**Work instruction:** In the entries below, every line that contains "Describe" must be located and copied.

────────────────────

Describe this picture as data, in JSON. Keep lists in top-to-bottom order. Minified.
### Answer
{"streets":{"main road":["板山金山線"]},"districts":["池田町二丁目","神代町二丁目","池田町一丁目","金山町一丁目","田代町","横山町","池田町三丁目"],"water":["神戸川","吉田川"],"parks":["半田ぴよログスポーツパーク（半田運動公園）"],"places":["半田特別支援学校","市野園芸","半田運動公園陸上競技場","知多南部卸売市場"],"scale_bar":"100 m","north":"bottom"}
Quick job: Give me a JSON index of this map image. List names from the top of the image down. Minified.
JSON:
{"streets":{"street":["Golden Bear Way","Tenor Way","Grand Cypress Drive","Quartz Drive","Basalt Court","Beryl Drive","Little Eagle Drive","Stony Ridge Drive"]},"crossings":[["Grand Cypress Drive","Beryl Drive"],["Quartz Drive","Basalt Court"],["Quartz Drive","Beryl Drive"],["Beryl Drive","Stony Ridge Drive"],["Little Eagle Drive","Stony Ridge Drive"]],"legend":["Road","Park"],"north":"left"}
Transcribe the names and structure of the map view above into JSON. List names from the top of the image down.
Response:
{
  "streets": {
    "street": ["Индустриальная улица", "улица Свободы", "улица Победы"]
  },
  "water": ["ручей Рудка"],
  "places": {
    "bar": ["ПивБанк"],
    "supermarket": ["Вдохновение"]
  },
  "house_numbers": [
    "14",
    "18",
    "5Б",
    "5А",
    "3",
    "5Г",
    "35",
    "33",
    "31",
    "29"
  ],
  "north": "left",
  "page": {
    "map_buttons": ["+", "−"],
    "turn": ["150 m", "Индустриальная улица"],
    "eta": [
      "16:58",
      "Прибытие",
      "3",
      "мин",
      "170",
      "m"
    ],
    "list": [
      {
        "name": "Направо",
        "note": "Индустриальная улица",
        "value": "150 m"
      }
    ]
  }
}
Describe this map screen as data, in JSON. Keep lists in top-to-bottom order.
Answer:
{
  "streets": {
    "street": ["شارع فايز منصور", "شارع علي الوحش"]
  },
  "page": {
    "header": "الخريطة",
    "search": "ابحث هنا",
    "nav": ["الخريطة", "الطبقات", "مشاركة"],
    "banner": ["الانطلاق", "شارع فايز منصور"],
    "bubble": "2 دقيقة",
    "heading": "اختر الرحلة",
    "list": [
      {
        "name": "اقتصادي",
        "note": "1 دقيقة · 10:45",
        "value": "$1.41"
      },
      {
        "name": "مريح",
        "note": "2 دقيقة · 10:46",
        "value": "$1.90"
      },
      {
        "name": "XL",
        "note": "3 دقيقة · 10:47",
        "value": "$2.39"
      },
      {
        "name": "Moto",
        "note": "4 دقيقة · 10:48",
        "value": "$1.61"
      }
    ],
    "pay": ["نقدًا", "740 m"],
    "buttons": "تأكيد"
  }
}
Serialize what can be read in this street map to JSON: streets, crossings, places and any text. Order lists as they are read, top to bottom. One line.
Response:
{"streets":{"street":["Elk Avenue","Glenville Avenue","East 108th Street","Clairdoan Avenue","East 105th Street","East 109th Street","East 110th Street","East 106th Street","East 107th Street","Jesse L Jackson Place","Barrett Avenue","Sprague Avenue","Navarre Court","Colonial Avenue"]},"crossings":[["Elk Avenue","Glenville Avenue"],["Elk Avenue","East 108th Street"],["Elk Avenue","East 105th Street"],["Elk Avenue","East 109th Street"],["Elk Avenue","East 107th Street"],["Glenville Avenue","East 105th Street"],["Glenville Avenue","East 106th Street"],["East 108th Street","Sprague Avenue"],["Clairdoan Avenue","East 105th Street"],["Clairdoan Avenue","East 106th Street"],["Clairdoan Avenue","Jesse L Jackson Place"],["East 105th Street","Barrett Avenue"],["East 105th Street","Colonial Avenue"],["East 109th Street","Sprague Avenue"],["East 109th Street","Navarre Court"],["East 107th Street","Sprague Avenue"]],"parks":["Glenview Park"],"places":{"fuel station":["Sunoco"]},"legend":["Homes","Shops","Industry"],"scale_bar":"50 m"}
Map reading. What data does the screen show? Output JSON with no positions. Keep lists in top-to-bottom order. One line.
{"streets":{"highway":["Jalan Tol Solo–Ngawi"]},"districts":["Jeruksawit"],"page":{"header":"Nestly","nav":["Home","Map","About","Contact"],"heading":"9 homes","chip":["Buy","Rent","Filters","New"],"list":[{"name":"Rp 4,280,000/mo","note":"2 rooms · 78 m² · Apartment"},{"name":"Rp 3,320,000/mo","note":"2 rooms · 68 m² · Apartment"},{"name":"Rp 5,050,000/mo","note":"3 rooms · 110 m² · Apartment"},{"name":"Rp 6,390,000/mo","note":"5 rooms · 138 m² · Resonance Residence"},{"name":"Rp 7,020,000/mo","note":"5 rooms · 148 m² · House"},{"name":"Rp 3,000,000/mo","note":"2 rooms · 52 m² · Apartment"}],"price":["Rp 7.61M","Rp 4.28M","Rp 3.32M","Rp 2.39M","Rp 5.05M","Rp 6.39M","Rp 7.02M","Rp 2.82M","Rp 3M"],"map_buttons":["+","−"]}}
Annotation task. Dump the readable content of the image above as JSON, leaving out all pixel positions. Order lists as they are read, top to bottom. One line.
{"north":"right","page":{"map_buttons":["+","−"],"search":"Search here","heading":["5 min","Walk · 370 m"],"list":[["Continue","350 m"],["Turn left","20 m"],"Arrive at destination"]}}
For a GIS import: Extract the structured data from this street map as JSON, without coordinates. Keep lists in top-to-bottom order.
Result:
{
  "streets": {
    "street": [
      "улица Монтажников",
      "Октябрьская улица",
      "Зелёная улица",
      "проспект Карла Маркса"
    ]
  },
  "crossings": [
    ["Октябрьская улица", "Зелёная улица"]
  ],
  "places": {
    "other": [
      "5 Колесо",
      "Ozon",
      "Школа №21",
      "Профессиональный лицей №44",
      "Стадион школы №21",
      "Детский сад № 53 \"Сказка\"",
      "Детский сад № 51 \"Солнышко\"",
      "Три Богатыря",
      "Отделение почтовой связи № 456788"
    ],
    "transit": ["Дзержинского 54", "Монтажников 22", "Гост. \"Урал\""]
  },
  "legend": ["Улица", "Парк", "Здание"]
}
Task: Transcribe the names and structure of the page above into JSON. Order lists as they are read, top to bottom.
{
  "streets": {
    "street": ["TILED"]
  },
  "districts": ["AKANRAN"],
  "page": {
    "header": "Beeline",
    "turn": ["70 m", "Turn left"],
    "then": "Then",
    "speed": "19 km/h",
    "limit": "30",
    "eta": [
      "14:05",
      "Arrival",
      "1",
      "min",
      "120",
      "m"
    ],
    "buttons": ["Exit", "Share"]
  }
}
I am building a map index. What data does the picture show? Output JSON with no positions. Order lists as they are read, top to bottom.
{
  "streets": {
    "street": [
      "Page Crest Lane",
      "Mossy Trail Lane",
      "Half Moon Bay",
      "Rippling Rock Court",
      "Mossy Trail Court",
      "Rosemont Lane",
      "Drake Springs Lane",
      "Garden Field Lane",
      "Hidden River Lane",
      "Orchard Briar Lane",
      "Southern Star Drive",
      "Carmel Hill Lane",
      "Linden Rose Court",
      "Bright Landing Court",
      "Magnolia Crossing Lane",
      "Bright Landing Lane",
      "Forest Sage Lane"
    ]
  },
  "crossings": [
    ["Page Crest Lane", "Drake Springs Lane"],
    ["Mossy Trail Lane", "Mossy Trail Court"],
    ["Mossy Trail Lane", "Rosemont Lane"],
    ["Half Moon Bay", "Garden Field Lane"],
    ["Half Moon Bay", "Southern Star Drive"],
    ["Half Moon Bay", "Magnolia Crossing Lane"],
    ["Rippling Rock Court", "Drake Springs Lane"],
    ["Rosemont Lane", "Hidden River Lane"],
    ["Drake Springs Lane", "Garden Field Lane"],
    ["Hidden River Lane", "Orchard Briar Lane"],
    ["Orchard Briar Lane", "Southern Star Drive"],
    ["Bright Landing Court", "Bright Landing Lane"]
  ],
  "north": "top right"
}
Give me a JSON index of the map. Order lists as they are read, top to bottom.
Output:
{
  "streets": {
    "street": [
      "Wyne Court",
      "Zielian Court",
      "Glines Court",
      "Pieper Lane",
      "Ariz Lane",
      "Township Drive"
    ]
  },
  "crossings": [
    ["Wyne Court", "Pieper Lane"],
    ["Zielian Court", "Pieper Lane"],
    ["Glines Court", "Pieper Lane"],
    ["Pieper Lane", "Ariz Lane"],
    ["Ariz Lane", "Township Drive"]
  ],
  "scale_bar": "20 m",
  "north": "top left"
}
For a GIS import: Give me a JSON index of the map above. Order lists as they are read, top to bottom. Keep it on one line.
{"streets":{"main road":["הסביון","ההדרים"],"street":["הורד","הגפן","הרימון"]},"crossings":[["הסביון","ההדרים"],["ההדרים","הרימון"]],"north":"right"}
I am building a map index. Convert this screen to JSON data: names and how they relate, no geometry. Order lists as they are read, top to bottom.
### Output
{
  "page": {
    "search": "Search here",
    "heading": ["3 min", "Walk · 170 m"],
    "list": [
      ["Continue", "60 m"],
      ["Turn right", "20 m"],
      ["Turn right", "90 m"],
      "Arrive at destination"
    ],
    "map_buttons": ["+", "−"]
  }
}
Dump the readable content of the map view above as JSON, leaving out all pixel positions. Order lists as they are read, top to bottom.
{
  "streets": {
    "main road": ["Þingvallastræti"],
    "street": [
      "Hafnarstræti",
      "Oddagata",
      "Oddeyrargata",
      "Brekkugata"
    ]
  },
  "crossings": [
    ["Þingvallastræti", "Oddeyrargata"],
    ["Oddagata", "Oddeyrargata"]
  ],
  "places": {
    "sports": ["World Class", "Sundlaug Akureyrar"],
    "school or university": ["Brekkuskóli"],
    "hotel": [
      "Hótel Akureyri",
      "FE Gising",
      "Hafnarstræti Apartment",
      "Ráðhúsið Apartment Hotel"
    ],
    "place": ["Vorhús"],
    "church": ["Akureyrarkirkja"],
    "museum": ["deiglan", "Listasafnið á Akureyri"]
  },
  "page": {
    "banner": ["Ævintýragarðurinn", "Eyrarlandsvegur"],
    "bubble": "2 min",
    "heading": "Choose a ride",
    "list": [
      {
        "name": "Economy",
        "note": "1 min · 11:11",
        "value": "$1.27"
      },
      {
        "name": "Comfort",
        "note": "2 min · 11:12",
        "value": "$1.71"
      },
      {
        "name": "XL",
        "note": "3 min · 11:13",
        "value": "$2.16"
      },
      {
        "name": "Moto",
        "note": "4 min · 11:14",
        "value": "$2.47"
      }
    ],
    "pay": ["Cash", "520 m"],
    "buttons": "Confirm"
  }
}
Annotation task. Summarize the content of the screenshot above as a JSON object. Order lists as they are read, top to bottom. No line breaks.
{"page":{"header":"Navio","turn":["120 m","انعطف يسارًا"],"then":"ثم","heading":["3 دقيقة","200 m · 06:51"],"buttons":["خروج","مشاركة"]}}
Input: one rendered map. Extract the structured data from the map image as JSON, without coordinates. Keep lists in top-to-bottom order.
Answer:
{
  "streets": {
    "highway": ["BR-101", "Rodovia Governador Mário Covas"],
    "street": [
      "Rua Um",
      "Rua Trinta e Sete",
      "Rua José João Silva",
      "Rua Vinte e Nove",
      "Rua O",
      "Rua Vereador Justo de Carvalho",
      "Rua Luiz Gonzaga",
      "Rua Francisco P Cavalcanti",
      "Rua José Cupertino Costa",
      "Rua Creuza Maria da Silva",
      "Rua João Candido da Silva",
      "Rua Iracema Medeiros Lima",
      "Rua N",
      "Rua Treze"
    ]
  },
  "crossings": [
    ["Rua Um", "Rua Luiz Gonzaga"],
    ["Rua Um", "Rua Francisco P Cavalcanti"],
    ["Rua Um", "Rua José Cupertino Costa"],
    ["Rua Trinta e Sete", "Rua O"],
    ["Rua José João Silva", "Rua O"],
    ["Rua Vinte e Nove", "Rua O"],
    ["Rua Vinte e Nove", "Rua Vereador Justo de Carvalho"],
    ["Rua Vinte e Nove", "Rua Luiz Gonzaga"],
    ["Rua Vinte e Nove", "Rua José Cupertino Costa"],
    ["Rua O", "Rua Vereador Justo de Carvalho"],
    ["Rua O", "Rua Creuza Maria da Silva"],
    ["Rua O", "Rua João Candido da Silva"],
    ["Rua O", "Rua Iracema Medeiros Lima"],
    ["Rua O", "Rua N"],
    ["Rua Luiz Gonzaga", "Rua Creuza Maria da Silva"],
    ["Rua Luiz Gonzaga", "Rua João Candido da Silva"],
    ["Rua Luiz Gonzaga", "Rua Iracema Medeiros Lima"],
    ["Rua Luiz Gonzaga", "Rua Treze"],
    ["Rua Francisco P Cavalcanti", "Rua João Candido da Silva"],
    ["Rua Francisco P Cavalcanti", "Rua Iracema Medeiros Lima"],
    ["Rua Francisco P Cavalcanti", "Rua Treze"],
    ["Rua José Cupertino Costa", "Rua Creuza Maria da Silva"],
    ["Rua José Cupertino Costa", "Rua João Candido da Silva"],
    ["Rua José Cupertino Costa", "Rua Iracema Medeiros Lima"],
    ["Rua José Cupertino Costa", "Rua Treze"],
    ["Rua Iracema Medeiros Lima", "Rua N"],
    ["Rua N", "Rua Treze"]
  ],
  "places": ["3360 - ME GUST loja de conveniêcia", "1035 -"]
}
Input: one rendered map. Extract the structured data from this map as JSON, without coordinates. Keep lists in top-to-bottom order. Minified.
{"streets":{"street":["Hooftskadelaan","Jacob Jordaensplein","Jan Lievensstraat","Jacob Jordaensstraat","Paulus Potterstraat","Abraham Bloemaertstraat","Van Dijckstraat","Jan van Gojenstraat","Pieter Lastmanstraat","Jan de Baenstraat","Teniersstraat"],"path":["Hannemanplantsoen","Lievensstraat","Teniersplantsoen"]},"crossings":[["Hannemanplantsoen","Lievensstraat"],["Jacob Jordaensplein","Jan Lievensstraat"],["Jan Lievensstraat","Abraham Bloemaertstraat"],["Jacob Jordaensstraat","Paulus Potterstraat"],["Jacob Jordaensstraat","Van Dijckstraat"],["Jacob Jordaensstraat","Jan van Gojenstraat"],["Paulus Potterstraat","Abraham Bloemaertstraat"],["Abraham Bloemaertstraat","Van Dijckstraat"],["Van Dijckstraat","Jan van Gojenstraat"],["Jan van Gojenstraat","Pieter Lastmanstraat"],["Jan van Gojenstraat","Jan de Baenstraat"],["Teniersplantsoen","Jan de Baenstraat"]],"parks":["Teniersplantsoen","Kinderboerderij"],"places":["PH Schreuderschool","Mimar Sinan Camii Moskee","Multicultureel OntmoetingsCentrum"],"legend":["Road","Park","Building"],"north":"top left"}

────────────────────

**Solution to the exercise:**
Describe this picture as data, in JSON. Keep lists in top-to-bottom order. Minified.
Describe this map screen as data, in JSON. Keep lists in top-to-bottom order.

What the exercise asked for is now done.